Exercise requirements:
Lines that contain "stream": how many are there in the listing below? Answer with a number and nothing more.

* * *

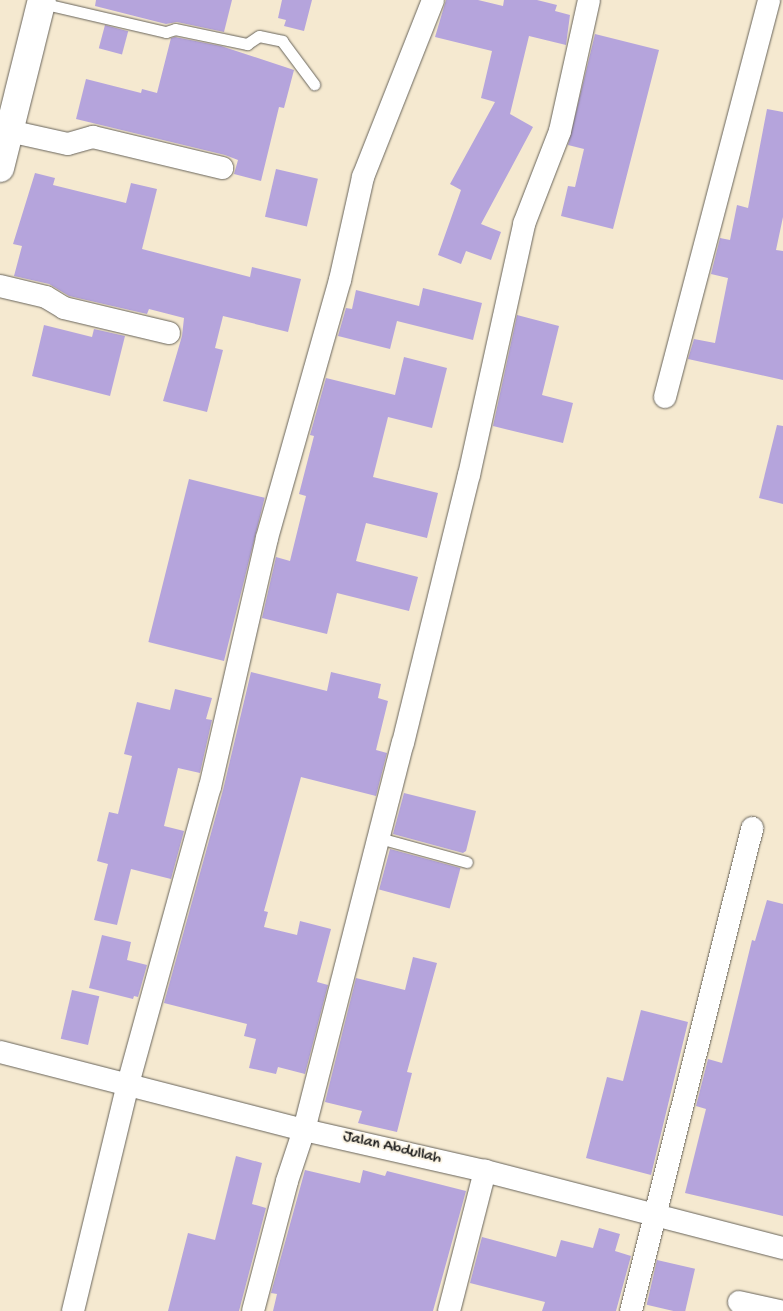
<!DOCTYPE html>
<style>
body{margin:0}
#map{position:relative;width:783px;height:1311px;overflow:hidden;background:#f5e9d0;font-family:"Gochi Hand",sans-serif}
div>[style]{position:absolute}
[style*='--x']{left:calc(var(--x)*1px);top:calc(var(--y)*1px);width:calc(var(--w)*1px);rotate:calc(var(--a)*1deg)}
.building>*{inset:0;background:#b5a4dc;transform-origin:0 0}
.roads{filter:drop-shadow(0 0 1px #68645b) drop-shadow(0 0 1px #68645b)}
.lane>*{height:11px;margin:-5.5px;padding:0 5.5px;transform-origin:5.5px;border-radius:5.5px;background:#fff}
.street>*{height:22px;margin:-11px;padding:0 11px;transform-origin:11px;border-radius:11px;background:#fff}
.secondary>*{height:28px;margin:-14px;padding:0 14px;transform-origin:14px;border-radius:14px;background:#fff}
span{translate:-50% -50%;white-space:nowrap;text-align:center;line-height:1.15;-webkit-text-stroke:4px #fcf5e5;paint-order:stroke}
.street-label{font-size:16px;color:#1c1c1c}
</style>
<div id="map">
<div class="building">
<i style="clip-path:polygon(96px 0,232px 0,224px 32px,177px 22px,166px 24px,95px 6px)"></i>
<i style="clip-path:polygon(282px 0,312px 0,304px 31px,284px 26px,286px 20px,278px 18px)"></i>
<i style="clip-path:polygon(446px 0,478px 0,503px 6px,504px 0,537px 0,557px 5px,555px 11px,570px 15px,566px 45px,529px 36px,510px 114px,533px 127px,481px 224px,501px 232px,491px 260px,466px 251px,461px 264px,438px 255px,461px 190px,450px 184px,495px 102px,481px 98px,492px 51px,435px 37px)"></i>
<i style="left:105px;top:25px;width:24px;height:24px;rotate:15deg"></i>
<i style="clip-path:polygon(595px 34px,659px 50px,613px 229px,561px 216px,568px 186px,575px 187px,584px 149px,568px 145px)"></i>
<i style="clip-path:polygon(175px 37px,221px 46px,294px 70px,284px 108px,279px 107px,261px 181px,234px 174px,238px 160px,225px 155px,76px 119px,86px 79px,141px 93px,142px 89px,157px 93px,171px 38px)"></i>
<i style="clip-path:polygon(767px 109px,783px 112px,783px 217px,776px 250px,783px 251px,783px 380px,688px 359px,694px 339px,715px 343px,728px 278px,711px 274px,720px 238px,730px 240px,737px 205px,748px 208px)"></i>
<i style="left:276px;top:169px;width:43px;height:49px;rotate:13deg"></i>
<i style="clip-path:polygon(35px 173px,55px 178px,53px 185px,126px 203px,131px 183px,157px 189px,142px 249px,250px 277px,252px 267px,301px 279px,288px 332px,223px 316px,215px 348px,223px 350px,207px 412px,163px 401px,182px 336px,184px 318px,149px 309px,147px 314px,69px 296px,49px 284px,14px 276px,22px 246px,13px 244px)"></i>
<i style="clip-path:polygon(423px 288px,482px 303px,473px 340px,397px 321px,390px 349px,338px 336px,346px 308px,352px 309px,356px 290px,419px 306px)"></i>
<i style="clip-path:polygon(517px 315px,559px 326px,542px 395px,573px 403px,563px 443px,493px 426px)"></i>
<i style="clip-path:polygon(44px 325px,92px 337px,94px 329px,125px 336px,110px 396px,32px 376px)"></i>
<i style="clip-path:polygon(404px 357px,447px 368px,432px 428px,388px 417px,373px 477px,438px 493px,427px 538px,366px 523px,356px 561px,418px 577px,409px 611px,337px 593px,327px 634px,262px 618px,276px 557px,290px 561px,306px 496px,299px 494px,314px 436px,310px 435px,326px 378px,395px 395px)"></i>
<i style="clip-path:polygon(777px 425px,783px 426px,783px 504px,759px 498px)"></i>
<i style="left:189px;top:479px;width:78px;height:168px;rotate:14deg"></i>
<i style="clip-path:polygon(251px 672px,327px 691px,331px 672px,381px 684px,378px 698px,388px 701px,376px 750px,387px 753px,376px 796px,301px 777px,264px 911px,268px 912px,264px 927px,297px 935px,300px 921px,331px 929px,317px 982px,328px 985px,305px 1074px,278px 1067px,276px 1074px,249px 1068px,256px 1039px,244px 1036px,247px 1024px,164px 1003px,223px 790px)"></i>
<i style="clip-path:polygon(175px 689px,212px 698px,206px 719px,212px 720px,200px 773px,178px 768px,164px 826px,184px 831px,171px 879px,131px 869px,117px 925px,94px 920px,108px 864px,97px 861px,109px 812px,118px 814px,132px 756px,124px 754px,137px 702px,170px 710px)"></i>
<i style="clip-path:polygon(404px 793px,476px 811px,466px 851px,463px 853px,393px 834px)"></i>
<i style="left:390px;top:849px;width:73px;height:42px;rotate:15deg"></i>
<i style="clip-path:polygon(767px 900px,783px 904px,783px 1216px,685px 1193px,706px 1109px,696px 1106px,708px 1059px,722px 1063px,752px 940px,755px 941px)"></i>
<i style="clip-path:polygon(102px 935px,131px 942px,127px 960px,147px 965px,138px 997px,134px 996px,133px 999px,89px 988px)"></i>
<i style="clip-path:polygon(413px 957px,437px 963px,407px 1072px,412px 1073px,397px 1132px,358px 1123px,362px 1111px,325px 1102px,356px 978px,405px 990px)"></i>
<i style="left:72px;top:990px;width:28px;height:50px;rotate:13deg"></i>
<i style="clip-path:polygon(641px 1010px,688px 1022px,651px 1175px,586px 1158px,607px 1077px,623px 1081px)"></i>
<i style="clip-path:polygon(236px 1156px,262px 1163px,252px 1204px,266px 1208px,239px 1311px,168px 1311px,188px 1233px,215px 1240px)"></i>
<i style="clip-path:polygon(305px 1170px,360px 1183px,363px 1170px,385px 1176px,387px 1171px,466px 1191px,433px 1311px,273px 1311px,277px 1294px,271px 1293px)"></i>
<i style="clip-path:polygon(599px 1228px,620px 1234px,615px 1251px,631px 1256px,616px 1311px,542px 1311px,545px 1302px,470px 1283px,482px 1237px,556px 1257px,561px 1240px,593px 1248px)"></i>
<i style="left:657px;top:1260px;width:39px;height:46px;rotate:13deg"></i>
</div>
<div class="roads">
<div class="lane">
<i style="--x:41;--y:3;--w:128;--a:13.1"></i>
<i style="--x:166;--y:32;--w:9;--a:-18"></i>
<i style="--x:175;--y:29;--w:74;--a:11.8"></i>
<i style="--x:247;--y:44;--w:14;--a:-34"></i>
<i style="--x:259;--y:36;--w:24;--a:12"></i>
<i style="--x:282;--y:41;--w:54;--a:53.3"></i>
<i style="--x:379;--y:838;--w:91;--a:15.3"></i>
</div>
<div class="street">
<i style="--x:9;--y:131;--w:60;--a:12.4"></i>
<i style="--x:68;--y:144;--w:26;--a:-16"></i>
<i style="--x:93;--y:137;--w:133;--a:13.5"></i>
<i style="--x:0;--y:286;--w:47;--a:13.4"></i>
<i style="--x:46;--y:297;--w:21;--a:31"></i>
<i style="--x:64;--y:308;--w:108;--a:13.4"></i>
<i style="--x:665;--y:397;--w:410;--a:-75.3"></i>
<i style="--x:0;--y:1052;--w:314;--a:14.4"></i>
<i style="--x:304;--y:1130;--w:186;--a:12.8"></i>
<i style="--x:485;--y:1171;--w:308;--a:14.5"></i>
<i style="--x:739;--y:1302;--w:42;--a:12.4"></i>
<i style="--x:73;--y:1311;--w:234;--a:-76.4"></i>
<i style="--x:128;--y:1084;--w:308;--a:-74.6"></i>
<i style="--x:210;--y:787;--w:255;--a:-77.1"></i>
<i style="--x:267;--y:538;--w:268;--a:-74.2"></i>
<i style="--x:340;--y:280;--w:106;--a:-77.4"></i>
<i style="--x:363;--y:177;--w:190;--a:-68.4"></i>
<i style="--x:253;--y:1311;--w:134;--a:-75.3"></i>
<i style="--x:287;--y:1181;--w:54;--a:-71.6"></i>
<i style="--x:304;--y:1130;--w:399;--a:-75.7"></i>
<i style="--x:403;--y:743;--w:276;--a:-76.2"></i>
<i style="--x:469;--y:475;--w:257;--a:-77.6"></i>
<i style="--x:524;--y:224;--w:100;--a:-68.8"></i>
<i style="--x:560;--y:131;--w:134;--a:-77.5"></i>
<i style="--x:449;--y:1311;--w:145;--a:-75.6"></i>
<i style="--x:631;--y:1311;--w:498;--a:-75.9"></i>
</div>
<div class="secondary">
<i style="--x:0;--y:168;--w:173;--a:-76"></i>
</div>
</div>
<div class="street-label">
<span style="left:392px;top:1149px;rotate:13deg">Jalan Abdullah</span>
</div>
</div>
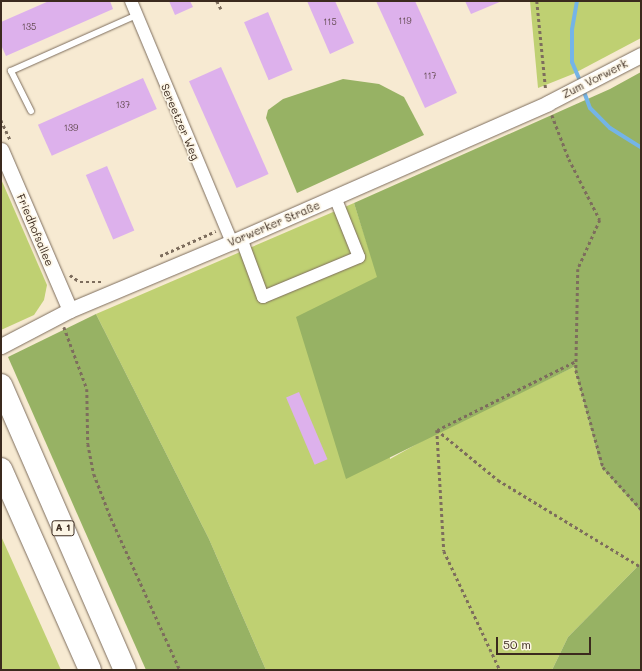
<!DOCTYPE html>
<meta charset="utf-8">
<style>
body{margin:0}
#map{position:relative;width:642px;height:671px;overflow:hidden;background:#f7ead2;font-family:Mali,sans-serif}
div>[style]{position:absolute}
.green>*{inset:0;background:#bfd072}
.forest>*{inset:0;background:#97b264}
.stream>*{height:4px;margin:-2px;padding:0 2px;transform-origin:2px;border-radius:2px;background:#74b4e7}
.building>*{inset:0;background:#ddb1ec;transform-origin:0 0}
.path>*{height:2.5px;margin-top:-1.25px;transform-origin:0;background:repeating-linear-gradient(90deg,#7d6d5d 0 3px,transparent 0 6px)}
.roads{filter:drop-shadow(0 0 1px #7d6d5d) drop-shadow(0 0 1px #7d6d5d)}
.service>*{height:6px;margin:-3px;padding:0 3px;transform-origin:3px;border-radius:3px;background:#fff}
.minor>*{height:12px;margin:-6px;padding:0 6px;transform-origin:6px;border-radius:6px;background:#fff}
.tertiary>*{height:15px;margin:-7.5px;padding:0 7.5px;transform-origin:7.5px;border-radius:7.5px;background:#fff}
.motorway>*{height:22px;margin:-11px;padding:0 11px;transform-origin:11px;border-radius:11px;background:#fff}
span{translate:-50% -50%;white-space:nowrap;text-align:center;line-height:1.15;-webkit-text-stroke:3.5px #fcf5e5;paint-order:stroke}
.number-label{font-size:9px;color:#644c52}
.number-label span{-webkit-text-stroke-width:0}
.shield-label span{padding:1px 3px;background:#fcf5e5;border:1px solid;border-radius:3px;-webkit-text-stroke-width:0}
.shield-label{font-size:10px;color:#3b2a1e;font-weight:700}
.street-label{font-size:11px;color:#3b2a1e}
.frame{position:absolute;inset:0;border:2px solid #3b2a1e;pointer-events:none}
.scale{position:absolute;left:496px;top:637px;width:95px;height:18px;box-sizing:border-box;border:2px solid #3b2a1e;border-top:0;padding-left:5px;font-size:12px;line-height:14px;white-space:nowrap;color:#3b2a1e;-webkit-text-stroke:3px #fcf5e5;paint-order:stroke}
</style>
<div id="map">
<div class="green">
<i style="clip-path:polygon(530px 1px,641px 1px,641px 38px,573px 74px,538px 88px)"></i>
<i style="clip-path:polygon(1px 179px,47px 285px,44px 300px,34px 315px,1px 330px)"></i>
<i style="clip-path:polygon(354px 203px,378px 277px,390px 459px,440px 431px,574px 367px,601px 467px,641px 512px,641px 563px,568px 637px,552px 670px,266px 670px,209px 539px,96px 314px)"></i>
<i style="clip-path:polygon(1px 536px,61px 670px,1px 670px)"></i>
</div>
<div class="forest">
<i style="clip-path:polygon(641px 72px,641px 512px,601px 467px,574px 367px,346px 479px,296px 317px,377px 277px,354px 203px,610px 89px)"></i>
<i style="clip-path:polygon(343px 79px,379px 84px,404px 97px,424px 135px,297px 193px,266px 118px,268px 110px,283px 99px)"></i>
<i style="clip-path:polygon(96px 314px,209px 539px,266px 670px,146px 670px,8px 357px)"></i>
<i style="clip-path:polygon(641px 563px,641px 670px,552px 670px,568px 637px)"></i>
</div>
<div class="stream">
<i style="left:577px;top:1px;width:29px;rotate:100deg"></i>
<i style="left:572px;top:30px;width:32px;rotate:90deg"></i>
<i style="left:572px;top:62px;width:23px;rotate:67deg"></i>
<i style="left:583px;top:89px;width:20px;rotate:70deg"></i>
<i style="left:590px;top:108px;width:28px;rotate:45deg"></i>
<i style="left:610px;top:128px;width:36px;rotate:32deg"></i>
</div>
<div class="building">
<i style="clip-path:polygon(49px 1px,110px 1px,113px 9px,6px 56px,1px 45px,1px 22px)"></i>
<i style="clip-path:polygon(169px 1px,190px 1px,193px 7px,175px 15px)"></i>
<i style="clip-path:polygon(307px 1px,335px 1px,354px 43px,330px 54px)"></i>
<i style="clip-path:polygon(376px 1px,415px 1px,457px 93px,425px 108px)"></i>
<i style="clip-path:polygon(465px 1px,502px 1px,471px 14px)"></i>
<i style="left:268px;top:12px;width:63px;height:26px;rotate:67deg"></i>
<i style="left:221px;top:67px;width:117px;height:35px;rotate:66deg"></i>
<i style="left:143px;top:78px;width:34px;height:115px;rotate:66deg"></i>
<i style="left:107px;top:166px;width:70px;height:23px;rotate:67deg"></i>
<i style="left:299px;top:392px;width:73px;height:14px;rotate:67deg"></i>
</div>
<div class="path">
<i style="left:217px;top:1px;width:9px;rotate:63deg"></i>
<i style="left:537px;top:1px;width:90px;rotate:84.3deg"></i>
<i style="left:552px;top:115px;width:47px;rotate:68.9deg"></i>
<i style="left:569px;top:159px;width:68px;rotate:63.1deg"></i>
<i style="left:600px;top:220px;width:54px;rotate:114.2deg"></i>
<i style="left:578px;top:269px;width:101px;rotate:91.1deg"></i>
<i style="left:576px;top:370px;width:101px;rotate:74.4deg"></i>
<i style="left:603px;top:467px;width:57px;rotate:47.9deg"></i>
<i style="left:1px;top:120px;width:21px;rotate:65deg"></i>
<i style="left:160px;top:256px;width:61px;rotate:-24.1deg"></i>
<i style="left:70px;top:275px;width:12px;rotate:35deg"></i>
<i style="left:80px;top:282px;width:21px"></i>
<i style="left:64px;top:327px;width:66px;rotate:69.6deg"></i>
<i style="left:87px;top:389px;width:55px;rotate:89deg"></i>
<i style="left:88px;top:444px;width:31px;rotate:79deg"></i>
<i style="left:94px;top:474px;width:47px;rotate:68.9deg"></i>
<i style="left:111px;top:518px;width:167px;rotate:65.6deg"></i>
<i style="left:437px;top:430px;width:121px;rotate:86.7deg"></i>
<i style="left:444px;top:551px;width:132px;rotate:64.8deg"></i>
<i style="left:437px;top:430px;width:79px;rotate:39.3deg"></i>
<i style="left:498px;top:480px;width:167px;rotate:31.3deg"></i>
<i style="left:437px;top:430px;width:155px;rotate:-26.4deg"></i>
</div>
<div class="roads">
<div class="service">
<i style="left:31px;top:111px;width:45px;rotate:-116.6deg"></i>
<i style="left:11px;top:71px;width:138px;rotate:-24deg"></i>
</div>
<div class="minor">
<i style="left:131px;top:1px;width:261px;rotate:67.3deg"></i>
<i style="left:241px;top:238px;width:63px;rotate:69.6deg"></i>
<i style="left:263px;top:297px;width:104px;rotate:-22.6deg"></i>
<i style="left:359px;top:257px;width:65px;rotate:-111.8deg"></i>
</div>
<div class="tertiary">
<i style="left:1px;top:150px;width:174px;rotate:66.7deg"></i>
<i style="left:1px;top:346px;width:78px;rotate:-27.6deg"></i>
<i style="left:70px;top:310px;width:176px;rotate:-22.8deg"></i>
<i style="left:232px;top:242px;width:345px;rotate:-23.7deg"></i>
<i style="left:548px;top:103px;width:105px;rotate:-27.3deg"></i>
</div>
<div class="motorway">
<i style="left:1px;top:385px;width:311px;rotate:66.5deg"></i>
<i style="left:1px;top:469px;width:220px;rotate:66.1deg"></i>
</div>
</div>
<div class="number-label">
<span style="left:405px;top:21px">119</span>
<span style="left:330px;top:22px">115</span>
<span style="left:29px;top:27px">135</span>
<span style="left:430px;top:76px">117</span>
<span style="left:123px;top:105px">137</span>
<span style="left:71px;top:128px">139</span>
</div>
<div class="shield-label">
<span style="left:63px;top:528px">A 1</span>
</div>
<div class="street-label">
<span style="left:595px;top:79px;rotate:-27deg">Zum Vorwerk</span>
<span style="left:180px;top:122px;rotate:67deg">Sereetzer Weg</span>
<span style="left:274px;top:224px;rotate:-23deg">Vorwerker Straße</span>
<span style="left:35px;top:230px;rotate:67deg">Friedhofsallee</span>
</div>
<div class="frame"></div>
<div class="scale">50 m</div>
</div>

* * *

Response to the task:
2